Mikael Blomkvist, crusading publisher of the magazine Millennium, has decided to run a story that will expose an extensive sex trafficking operation. On the eve of its publication, the two reporters responsible for the article are murdered, and the fingerprints found on the murder weapon belong to his friend, the troubled genius hacker Lisbeth Salander. Blomkvist, convinced of Salander’s innocence, plunges into an investigation. Meanwhile, Salander herself is drawn into a murderous game of cat and mouse, which forces her to face her dark past.
Page count: 630 (Paperback); 724 (Kindle Edition)
Year of publication: 2006 (Swedish); 2009 (English)
Rating: ⭐⭐⭐⭐ (4.45/5)
“Salander was the woman who hated men who hate women.”
Lisbeth Salander will always be my hero and that’s that.
I took a pretty long pause between The Girl with the Dragon Tattoo and this and I thought it would take me longer to get into the story but boy, this second book of the Millennium series was on fire.
The story is so interestingly constructed that you cannot ignore the rush of curiosity and adrenaline the action and the mystery give you. It just lures you in with some nice, exotic, Caribbean holiday vibe and then BOOM! It drops the bomb.
This is not a light read and it is definitely uncomfortable and sick, with some content warning attached to it, but after you get through the first book, you kind of expect this to happen here too and even on a larger and more hideous scale.
And this is, in fact, exactly what you get from The Girl Who Played with Fire.
You could actually say that it is…explosive.
(Read the book and then come back here and laugh at my pun please.)
The title of the book really makes sense, but only after you collect your jaw off the floor for the second or third time. I have to say that I was wondering how exactly was that going to be related to the action. Well, because I was busy thinking about everything else, I ignored facts that might have been obvious from the beginning and got sucker-punched because it came like a revelation over me.
There is a certain vibration of this book. It is the same kind of humming and buzzing you get after you shake the hell out of a soda can. And when you open it, well, good luck to you. This book was that soda can all right.

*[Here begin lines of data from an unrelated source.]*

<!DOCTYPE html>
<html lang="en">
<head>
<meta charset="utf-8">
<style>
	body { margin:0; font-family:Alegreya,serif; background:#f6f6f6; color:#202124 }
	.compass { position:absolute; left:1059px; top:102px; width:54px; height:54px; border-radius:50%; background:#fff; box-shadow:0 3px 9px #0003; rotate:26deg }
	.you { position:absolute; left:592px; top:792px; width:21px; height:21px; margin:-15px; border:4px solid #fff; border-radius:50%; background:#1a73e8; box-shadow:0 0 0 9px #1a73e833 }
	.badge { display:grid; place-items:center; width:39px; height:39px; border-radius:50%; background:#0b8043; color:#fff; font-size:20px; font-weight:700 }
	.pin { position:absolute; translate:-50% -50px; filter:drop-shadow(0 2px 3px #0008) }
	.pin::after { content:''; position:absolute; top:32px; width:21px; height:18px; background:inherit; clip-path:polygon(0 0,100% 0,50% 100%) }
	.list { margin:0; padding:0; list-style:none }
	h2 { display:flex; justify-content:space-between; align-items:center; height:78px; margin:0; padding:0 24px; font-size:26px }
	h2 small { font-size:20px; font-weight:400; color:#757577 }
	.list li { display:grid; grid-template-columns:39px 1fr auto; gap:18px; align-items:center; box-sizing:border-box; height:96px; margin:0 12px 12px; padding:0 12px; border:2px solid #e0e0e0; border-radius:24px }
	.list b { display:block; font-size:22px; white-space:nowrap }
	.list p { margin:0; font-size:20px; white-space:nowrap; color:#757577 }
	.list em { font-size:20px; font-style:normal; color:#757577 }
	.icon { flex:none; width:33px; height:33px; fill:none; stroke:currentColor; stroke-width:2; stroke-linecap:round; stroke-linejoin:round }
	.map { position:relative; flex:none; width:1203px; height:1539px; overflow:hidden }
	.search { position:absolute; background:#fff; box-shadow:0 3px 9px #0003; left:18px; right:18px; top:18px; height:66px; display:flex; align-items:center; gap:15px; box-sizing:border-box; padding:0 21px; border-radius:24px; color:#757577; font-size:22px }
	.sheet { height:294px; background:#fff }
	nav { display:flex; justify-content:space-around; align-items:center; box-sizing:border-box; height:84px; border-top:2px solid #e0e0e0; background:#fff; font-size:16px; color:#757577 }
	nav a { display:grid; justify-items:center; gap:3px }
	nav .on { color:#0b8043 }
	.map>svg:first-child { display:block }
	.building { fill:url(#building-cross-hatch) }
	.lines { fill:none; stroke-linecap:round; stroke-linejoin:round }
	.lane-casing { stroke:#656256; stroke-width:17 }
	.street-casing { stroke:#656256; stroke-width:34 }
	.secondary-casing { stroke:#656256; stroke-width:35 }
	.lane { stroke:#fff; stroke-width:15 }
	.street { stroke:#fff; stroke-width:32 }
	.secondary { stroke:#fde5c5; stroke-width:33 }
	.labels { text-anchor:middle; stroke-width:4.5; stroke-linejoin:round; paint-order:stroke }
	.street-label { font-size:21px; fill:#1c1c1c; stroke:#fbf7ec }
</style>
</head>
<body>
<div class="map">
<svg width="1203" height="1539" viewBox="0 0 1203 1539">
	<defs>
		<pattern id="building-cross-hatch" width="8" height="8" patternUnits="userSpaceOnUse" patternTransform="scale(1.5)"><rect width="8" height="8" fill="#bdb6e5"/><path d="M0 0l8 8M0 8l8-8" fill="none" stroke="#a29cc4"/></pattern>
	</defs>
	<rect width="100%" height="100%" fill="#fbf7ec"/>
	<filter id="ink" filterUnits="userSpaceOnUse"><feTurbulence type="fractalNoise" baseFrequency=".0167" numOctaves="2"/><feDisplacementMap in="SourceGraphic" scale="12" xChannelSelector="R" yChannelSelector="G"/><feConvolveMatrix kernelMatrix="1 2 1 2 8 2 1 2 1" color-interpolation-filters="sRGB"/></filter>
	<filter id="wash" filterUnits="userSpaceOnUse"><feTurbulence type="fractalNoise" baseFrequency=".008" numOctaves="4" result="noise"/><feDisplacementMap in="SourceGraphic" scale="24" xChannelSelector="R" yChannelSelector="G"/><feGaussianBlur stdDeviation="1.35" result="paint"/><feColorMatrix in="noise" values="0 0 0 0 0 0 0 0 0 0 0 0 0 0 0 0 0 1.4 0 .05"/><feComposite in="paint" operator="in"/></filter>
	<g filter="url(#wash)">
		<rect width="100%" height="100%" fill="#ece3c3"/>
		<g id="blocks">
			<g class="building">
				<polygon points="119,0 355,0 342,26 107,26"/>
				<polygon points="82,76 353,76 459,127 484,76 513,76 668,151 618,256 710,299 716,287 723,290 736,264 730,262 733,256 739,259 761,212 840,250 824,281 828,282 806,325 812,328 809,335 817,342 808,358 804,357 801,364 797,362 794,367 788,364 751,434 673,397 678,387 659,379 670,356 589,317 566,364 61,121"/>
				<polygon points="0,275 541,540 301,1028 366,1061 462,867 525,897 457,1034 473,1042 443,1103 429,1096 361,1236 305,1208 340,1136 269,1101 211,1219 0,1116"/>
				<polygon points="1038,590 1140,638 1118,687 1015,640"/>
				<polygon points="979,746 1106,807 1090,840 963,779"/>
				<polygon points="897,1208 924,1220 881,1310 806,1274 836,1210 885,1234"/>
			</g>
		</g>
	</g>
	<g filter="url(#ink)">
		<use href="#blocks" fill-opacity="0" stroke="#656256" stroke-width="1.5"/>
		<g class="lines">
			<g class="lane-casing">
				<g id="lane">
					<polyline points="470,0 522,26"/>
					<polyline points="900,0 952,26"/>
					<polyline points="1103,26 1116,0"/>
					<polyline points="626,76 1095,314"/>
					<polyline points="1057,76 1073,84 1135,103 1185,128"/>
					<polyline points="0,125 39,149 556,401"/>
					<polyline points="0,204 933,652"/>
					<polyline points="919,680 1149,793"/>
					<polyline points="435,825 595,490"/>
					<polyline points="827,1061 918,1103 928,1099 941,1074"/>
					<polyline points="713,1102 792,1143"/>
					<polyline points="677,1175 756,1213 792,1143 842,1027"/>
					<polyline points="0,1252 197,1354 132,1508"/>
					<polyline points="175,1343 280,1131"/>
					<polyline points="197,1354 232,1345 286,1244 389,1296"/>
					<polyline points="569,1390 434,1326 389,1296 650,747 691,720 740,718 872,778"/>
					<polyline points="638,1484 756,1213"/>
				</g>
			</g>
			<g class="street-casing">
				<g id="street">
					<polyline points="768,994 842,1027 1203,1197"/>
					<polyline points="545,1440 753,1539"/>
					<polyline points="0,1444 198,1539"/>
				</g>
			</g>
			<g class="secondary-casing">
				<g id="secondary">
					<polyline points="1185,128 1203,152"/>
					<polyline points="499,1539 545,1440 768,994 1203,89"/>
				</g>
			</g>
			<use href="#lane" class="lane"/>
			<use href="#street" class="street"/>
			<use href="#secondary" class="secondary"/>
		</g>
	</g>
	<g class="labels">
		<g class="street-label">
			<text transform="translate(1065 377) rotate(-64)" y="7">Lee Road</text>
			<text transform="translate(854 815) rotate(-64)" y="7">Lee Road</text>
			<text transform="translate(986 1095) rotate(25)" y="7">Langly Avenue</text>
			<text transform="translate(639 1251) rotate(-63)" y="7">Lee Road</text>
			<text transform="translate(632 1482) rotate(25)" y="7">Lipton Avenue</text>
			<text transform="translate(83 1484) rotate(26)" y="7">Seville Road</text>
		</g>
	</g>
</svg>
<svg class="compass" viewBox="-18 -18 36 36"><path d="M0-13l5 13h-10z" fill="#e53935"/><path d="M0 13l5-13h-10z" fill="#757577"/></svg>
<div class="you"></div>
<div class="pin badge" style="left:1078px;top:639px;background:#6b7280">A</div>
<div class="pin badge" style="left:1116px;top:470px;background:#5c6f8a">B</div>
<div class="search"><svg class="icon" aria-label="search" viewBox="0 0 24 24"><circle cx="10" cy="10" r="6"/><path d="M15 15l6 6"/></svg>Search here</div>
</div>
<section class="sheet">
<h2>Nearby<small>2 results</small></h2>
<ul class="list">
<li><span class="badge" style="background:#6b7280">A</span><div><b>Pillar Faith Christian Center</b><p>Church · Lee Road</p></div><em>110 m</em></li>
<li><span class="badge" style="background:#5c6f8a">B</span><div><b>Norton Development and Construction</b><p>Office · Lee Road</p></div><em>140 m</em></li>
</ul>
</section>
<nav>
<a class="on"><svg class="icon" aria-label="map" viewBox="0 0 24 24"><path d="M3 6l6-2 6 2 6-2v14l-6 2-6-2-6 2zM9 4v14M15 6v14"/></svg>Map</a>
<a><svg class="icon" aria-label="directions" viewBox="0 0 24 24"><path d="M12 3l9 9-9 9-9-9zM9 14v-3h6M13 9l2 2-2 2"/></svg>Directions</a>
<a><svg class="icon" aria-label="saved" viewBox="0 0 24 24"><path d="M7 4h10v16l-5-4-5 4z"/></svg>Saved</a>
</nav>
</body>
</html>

Human trafficking is the main theme here and it is presented as an issue that must be eradicated. Young girls from poor countries are tricked into believing that they will have a better future for them or for their families. They become nothing more than depended on the monster that took over their lives using pretty words and sweet promises at first.
The book calls out this issue. And the characters fought with a cause against it.
“There are no innocents. There are, however, different degrees of responsibility.”
It is an action-packed book. The plot has all sorts of twists and twirls and the characters are all as real and rough as Stieg Larsson has already shown us they can be in his previous work.
By the end of this, everything goes to hell and back, almost literally. One or two times I thought I won’t be able to keep up with everything anymore. It went shock after shock, gasp after gasp. Maybe I am too easily impressed, but this is exactly how I felt at the end. It almost felt surreal.
The nice touch here though – as nice as it can be – is the amount of revelatory information about one person’s life, which probably tries to prove a point – don’t judge someone before hearing their story. Our actions are defined by external factors that lashed at our skin back when it was soft and unblemished.
As in the first book, the best thing that could ever happen was Lisbeth Salander. If you thought I loved her before, think again, because this bad bitch just stole my heart.
“Don’t ever fight with Lisbeth Salander. Her attitude towards the rest of the world is that if someone threatens her with a gun, she’ll get a bigger gun.”
The level of badassery Lisbeth exudes in this book is something beyond almost everything I’ve ever encountered. She is a top-level, Mensa-problem-solving-while-drinking-morning-coffee kind of genius and she is inspiring. She is smart, she is strong, she is fierce and she doesn’t give two shits about anything.
And on top of all that, she’s a good person who has been through a lot.
I am quite sure now that she’s some sort of mild goth Wonder Woman – possibly even immortal.
She’s just phenomenal and if I don’t sound like I am in love with her already, spoiler alert, I am. She’s one hell of a character.
I didn’t think I would like this as much as I liked the first book, but I actually did because I felt a certain kind of development in the story and plot and character development, even though both books are structured to have complex plotlines and plot twists and real characters.
It was definitely brutal. The reality is presented as raw and rough as it gets, and the main theme of it is not on the pleasant side. It is dirty and dark and twisted, but that doesn’t mean it isn’t there and true.
I do think that this book was more of a warning sign turned into a masterpiece and I can say a thank you to Mr Larrson for thinking of that and leaving it to us. But it is definitely a read for everyone who wants to have a feel of the ugly underworld.